I’m afraid you’ve got your conditions backwards and it should be very obvious. Tell me, is the Bible a necessary condition for God’s existence?
The commenter should have answered “Of course not”. He didn’t.
The point Mr. Andrews was correctly drawing attention to was that the inability to ‘know’ the truth value of the assertions contained within Biblical revelation are perfectly compatible with the Christian God existing. There is no contradiction – I agree.
However, the supposedly inspired pages of the Bible do serve as the only epistemic access one has available to rationally justify an assent to exclusively Christian doctrines – which is what is needed in order to argue for the rational truth of – not just Theism – but specifically the Christian version of Theism.

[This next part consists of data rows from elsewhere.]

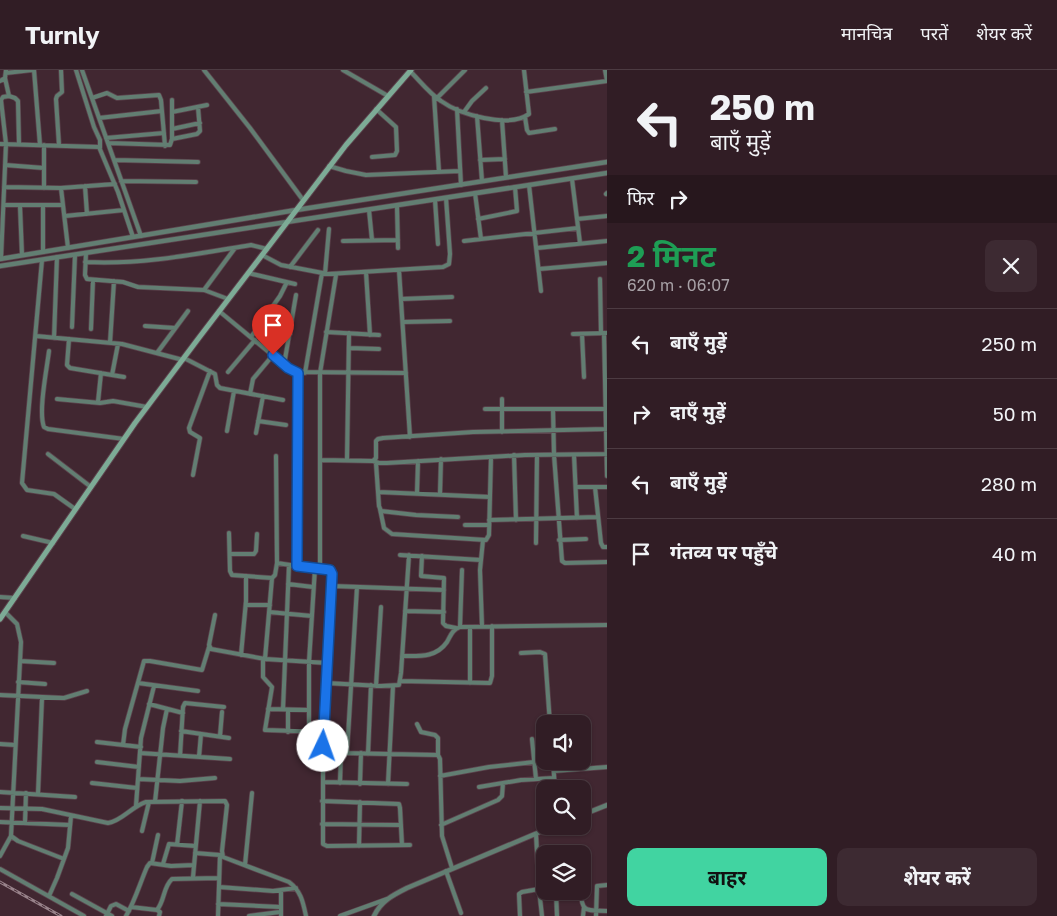 <!DOCTYPE html>
<html lang="hi">
<head>
<meta charset="utf-8">
<style>
	body { margin:0; font-family:"Golos Text","Noto Sans Devanagari",sans-serif; background:#3d2a32; color:#f1f3f6; height:100vh; display:flex; flex-direction:column; font-size:19px; white-space:nowrap }
	* { box-sizing:border-box; margin:0 }
	p { font-size:16px; color:#a8a2a7 }
	.icon { flex:none; width:28px; height:28px; fill:none; stroke:currentColor; stroke-width:2; stroke-linecap:round; stroke-linejoin:round }
	.map { position:relative; flex:1; overflow:hidden }
	.drawer { display:flex; flex-direction:column; background:#311d25; width:450px }
	.drawer>* { flex:none }
	.hud { background:#311d25; color:#f1f3f6; overflow:hidden }
	.fabs { position:absolute; left:536px; top:645px; display:grid; gap:10px }
	.fabs a { display:grid; place-items:center; width:55px; height:55px; border-radius:10px; background:#311d25; box-shadow:0 1px 4px #0004,0 0 0 1px #4c3b42; font-size:25px }
	.pin { position:absolute; display:grid; place-items:center; width:42px; height:42px; color:#fff; margin:-51px -21px; border-radius:50% 50% 50% 0; rotate:-45deg; box-shadow:0 0 5px #0007 }
	.pin .icon { rotate:45deg }
	.me { position:absolute; width:55px; margin:-28px; rotate:3deg; stroke-linejoin:round; filter:drop-shadow(0 0 4px #0008) }
	.turn { display:flex; align-items:center; gap:18px; height:105px; padding:0 20px; font-size:22px }
	.turn .icon { width:65px; height:65px; stroke-width:2.5 }
	.turn b { display:block; font-size:35px; line-height:42px }
	.then { display:flex; align-items:center; height:48px; padding:0 20px; background:#0003; gap:10px; font-size:19px }
	.round { display:grid; place-items:center; flex:none; width:52px; height:52px; border-radius:10px; background:#3d2a32 }
	.summary { display:flex; align-items:center; justify-content:space-between; height:85px; padding:0 20px }
	h1 { font-size:30px; font-weight:700; line-height:38px; color:#1e9e55 }
	.action { display:flex; gap:10px; margin-top:auto; padding:10px 20px }
	.action a { flex:1; height:58px; border-radius:10px; background:#41d4a1; color:#111; font-size:20px; font-weight:700; line-height:58px; text-align:center }
	.action a+a { background:#3d2a32; color:#f1f3f6 }
	ul { padding:0; list-style:none }
	li { display:flex; align-items:center; gap:15px; height:70px; padding:0 20px; border-top:1px solid #4c3b42 }
	li div { flex:1 }
	li b { display:block; font-size:19px }
	li em { font-style:normal }
	header { display:flex; align-items:center; gap:30px; box-sizing:border-box; height:70px; padding:0 25px; background:#311d25; border-bottom:1px solid #4c3b42 }
	header strong { font-size:24px }
	nav { display:flex; gap:28px; margin-inline-start:auto; font-size:18px }
	main { display:flex; flex:1; min-height:0 }
	.map>svg:first-child { display:block }
	.lines { fill:none; stroke-linecap:round; stroke-linejoin:round }
	.minor-casing { stroke:#5c434d; stroke-width:5.5 }
	.tertiary-casing { stroke:#5c434d; stroke-width:6 }
	.secondary-casing { stroke:#5c434d; stroke-width:7 }
	.minor { stroke:#627e72; stroke-width:4 }
	.tertiary { stroke:#627e72; stroke-width:4.5 }
	.secondary { stroke:#7dab96; stroke-width:5 }
	.rail-casing { stroke:#98828a; stroke-width:3 }
	.rail { stroke:#412731; stroke-width:1; stroke-dasharray:4; stroke-linecap:butt }
	.route-casing { stroke:#114b97; stroke-width:12 }
	.route { stroke:#1a73e8; stroke-width:9 }
</style>
</head>
<body>
<header>
<strong>Turnly</strong>
<nav><a>मानचित्र</a><a>परतें</a><a>शेयर करें</a></nav>
</header>
<main>
<div class="map">
<svg width="607" height="846" viewBox="0 0 607 846">
	<rect width="100%" height="100%" fill="#412731"/>
	<g class="lines">
		<!-- minor casing -->
		<g class="minor-casing">
			<path id="minor" d="M34,0l6,75
				M76,0l18,57 6,13v8
				M82,0l59,166
				M204,0l46,58 53,72
				M343,0l45,26
				M605,0l2,11
				M410,1c10,10 19,22 31,30 18,13 67,28 88,13l-5,-44
				M6,3l26,-3
				M5,8l4,18 6,2 3,3 1,43
				M0,11l5,-3 1,-8
				M526,22l81,-11
				M434,26l5,76
				M92,28l15,-5 10,5 42,-3 2,5 4,46
				M437,28l28,-28
				M457,39l4,76
				M172,42l35,-7
				M464,42l8,-11 14,-13
				M477,46l5,65
				M525,47l2,13 2,3 26,-4
				M99,48l63,-7
				M502,50l4,57
				M172,59l28,-6
				M106,68l58,-5
				M172,69l25,-5 3,-3 -2,-24
				M108,73l62,2 2,-6v-39
				M0,74l99,3 19,45 15,45
				M59,75l-3,-46 1,-3 5,-4 -1,-22
				M372,87l23,-2 2,-4 -1,-24 -20,-18
				M114,90l84,2
				M480,90l25,-1
				M5,95l39,3
				M329,96l17,5 20,4 94,-4
				M572,109l8,64
				M121,111l75,1
				M529,115l12,106
				M85,116l2,28
				M4,117l57,1 54,-4
				M44,118v-43
				M61,118l7,60
				M475,123l6,46
				M606,124l1,-1
				M435,130l3,44
				M4,135h59
				M20,136l2,49
				M43,136v46
				M397,136l1,42
				M369,140l3,30
				M65,146l59,-6
				M478,149l39,-8 -2,-24
				M577,149l30,-3
				M343,171l55,-1
				M464,171l114,-13
				M537,178l70,-7
				M86,183l-1,22 2,4 36,3 15,5 66,3 24,9
				M262,185l19,10 47,9 115,-7 6,-3 1,-10 -4,-56
				M1,189l5,-115 -5,-44 2,-3 6,-1
				M42,190l-20,223 5,7 27,4 21,15
				M85,192c57,3 111,-8 166,-17l16,4
				M290,197l28,-37
				M539,199l68,-6
				M399,200l11,167
				M366,202l4,63
				M248,203l47,11
				M325,204l4,-45
				M600,209l1,54
				M204,220l31,-42
				M401,229l51,-2
				M219,241l69,57 8,4 110,1
				M267,244l23,20
				M403,252l47,-1
				M145,256l30,2
				M72,257l3,-72
				M91,259l2,-49
				M326,262l53,3
				M604,263l3,143
				M573,264l34,-1
				M582,264l2,43
				M36,266l86,8 61,16
				M251,267l29,-41 7,-14
				M54,268l3,-81
				M69,269l-2,26 3,3 54,9
				M110,273l4,-62
				M349,278l30,1
				M49,281c-2,17 -11,61 -5,76l4,2 76,10
				M157,283l31,-42
				M184,288l31,16 2,11 3,3 63,12
				M284,295l12,-70
				M228,302l27,-32
				M305,303l17,-100
				M112,305l6,-31
				M250,324l3,-15 20,-24
				M57,329l43,4 13,-2 34,6
				M502,329v33
				M98,332l3,-29
				M485,339h121
				M553,339l1,46 8,106 3,2 42,-1
				M258,351l28,4
				M227,361l7,-40
				M256,363l7,-37
				M48,384l43,33
				M514,385l2,65
				M574,385l3,63
				M276,386l1,107 53,8 2,3 -9,175 4,2 14,2 97,2 2,4 2,77 10,32
				M320,390l53,1 3,-3v-17l2,-2 5,-1 90,-6 134,-3
				M347,390l2,-127
				M373,391l6,2h8l138,-8 82,-1
				M376,393l3,43 2,5 35,4 42,2
				M193,405l7,-37 -10,-6 -1,-4 21,-57
				M576,417h31
				M595,417l6,56 2,4h4
				M378,422l112,5
				M417,423l1,-32
				M440,424l1,-35
				M380,439l4,19 8,6 94,6 3,-5 2,-78
				M489,450l109,-3
				M465,455h24
				M229,463l1,38 2,4 40,3 3,-3 2,-12
				M23,466l30,7
				M559,470l27,-1
				M536,473l1,-88
				M230,484h24l2,-3 1,-17
				M400,485l81,5
				M422,486l-1,20 23,2 -1,45 3,3 10,2
				M297,496l1,-193
				M320,499v-196l16,-98
				M288,514l25,3
				M332,516l112,4
				M0,527l15,1
				M246,535h24
				M405,541l39,1
				M5,542l12,12 4,18 -10,194 7,5 46,18
				M269,542l43,4
				M215,545l-6,30 2,4 54,10 62,4
				M482,556l-2,-56 3,-30
				M460,557l2,-57
				M470,557v56
				M521,583l19,-1 5,2 5,70
				M241,585l5,-54v-25
				M402,586c17,0 34,2 45,-14 4,-7 5,-12 13,-15l147,-2
				M263,589v18l9,10 -7,43 59,2
				M265,589l7,-81
				M20,591l34,2
				M400,611l90,2 2,-7v-50
				M18,612l27,2
				M138,613l60,8
				M326,613l55,3 18,-1 2,-12 8,-118
				M376,616l5,-79
				M0,625l64,3 23,-7
				M149,634l34,9
				M268,639l41,1
				M283,639l6,-144
				M417,654l4,8 14,3 3,3v17
				M181,661l48,7
				M288,662v-22
				M309,662v-70l6,-94
				M220,666l2,-24
				M532,669l4,40
				M97,672l44,5
				M0,674l15,1
				M123,675l2,-16 19,-68h6l52,9 7,-23
				M323,679v95l4,2 83,-1
				M140,683l90,6
				M347,683l10,-166
				M368,684l3,-69
				M180,686l3,-49 2,-4 39,4
				M199,687l2,-23
				M553,691l2,28
				M97,692l42,5
				M554,701l53,-4
				M440,706l49,-9 45,-5
				M138,709l42,2 35,-3
				M323,712l84,2
				M92,713l45,5
				M340,713l1,-30
				M360,714l1,-31
				M388,714l5,-98
				M479,717l42,-7 33,-2
				M0,722l75,5
				M38,724l4,-96
				M322,731l77,3 1,4 2,37
				M155,732l8,-74 4,-19
				M136,736l5,-68 13,-52
				M0,738l42,1 66,14c14,-2 24,-17 38,-21l79,-1 2,4 -5,46 1,6 66,25c12,9 14,20 17,34
				M0,752l70,3
				M25,753l1,-30
				M322,754l79,1
				M441,755l57,-25 4,-4 1,-13
				M142,761l7,-29
				M177,775l5,-44
				M359,776l1,-44
				M195,783l25,2
				M0,786l11,-20
				M152,793l6,-28
				M163,794l6,-20 26,2
				M245,795l7,-72
				M0,799l84,47
				M446,801l15,42
				M193,807l7,-76
				M219,817l54,4 23,-3
				M539,819l3,27
				M281,820v26
				M556,821l1,25
				M581,821c0,23 7,19 26,20
				M72,824l40,22
				M49,826l8,-18 11,-30 3,-32
				M218,834l62,3
				M131,837l26,3 3,2 -1,4
				M157,840c8,-10 6,-23 15,-31l47,-1
				M106,846l5,-10 5,-2 13,7
				M126,846c9,-15 14,-33 21,-49l3,-4 21,3 23,-1
				M218,846l2,-61
				M249,846l31,-4
				M340,846l47,-17
				M520,846l-1,-22 3,-2 17,-3 -3,-55
				M583,846l1,-9
				M596,846l1,-30 10,-1"/>
		</g>
		<!-- tertiary casing -->
		<g class="tertiary-casing">
			<path id="tertiary" d="M0,189l296,-49 311,-48
				M0,196l607,-93
				M582,745l25,-10
				M374,846c7,-15 19,-21 33,-28l147,-62"/>
		</g>
		<!-- secondary casing -->
		<g class="secondary-casing">
			<path id="secondary" d="M0,549l135,-196 63,-84 148,-194 65,-75"/>
		</g>
		<!-- minor -->
		<use href="#minor" class="minor"/>
		<!-- tertiary -->
		<use href="#tertiary" class="tertiary"/>
		<!-- secondary -->
		<use href="#secondary" class="secondary"/>
		<!-- rail casing -->
		<g class="rail-casing">
			<path id="rail" d="M0,812l61,34"/>
		</g>
		<!-- rail -->
		<use href="#rail" class="rail"/>
	</g>
	<g class="lines">
		<!-- route casing -->
		<g class="route-casing">
			<path id="route" d="M273,285l15,13 10,5 -1,193 33,4 2,4 -9,172"/>
		</g>
		<!-- route -->
		<use href="#route" class="route"/>
	</g>
</svg>
<div class="fabs">
<a><svg class="icon" aria-label="sound" viewBox="0 0 24 24"><path d="M4 9h4l5-4v14l-5-4H4zM17 9q2 3 0 6"/></svg></a>
<a><svg class="icon" aria-label="search" viewBox="0 0 24 24"><circle cx="10" cy="10" r="6"/><path d="M15 15l6 6"/></svg></a>
<a><svg class="icon" aria-label="layers" viewBox="0 0 24 24"><path d="M12 4l9 5-9 5-9-5zM3 14l9 5 9-5"/></svg></a>
</div>
<div class="pin" style="left:273px;top:285px;background:#d93025"><svg class="icon" aria-label="arrive" viewBox="0 0 24 24"><path d="M6 21V4h12l-3 4 3 4H6"/></svg></div>
<svg class="me" style="left:323px;top:676px" viewBox="-20 -20 40 40"><circle r="19" fill="#fff"/><path d="M0-13L10 11 0 6-10 11z" fill="#1a73e8"/></svg>
</div>
<section class="drawer">
<div class="hud">
<div class="turn"><svg class="icon" aria-label="left" viewBox="0 0 24 24"><path d="M17 20v-9H6M10 6l-5 5 5 5"/></svg><div><b>250 m</b>बाएँ मुड़ें</div></div>
<div class="then">फिर<svg class="icon" aria-label="right" viewBox="0 0 24 24"><path d="M7 20v-9h11M14 6l5 5-5 5"/></svg></div>
</div>
<div class="summary"><div><h1>2 मिनट</h1><p>620 m · 06:07</p></div><a class="round"><svg class="icon" aria-label="close" viewBox="0 0 24 24"><path d="M6 6l12 12M18 6L6 18"/></svg></a></div>
<ul>
<li><svg class="icon" aria-label="left" viewBox="0 0 24 24"><path d="M17 20v-9H6M10 6l-5 5 5 5"/></svg><div><b>बाएँ मुड़ें</b></div><em>250 m</em></li>
<li><svg class="icon" aria-label="right" viewBox="0 0 24 24"><path d="M7 20v-9h11M14 6l5 5-5 5"/></svg><div><b>दाएँ मुड़ें</b></div><em>50 m</em></li>
<li><svg class="icon" aria-label="left" viewBox="0 0 24 24"><path d="M17 20v-9H6M10 6l-5 5 5 5"/></svg><div><b>बाएँ मुड़ें</b></div><em>280 m</em></li>
<li><svg class="icon" aria-label="arrive" viewBox="0 0 24 24"><path d="M6 21V4h12l-3 4 3 4H6"/></svg><div><b>गंतव्य पर पहुँचे</b></div><em>40 m</em></li>
</ul>
<div class="action"><a>बाहर</a><a>शेयर करें</a></div>
</section>
</main>
</body>
</html>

For this reason, I think a more relevant question to ask would be…
“Tell me, is special revelation (The Bible) a necessary epistemic condition for rational/evidential assent to beliefs that are exclusively and essentially Christian?
Of course, if the answer to my question is yes, then an attempt to argue that you cannot have knowledge of the truth values of any assertion with biblical justification only would CLEARLY be relevant to a debate on the existence of the Christian God. This is because without knowing the truth values of such biblical assertions, you could never get past mere Theism.
In our debate Max voluntarily saddled himself with the burden of providing a case for specifically Christian theism – not just Theism. In order to meet this burden, he needed some rational/evidential argument or evidence to bullet past mere Theism and arrive at Mere Christianity.
The divine lies argument is useful and relevant to a debate on the Existence of the Christian God because, if successful, it sets fire to the bridge between uninteresting forms of Theism on the one side and a rational assent to specifically Christian conceptions of God on the other.
Without such a bridge, Mr. Andrews and his cumulative case are left standing on the cliff of Theism. Stretching out before them is a seemingly endless chasm which echoes back his arguments to serve as reminders of just how far away he is from justifying his specifically Christian version of Theism.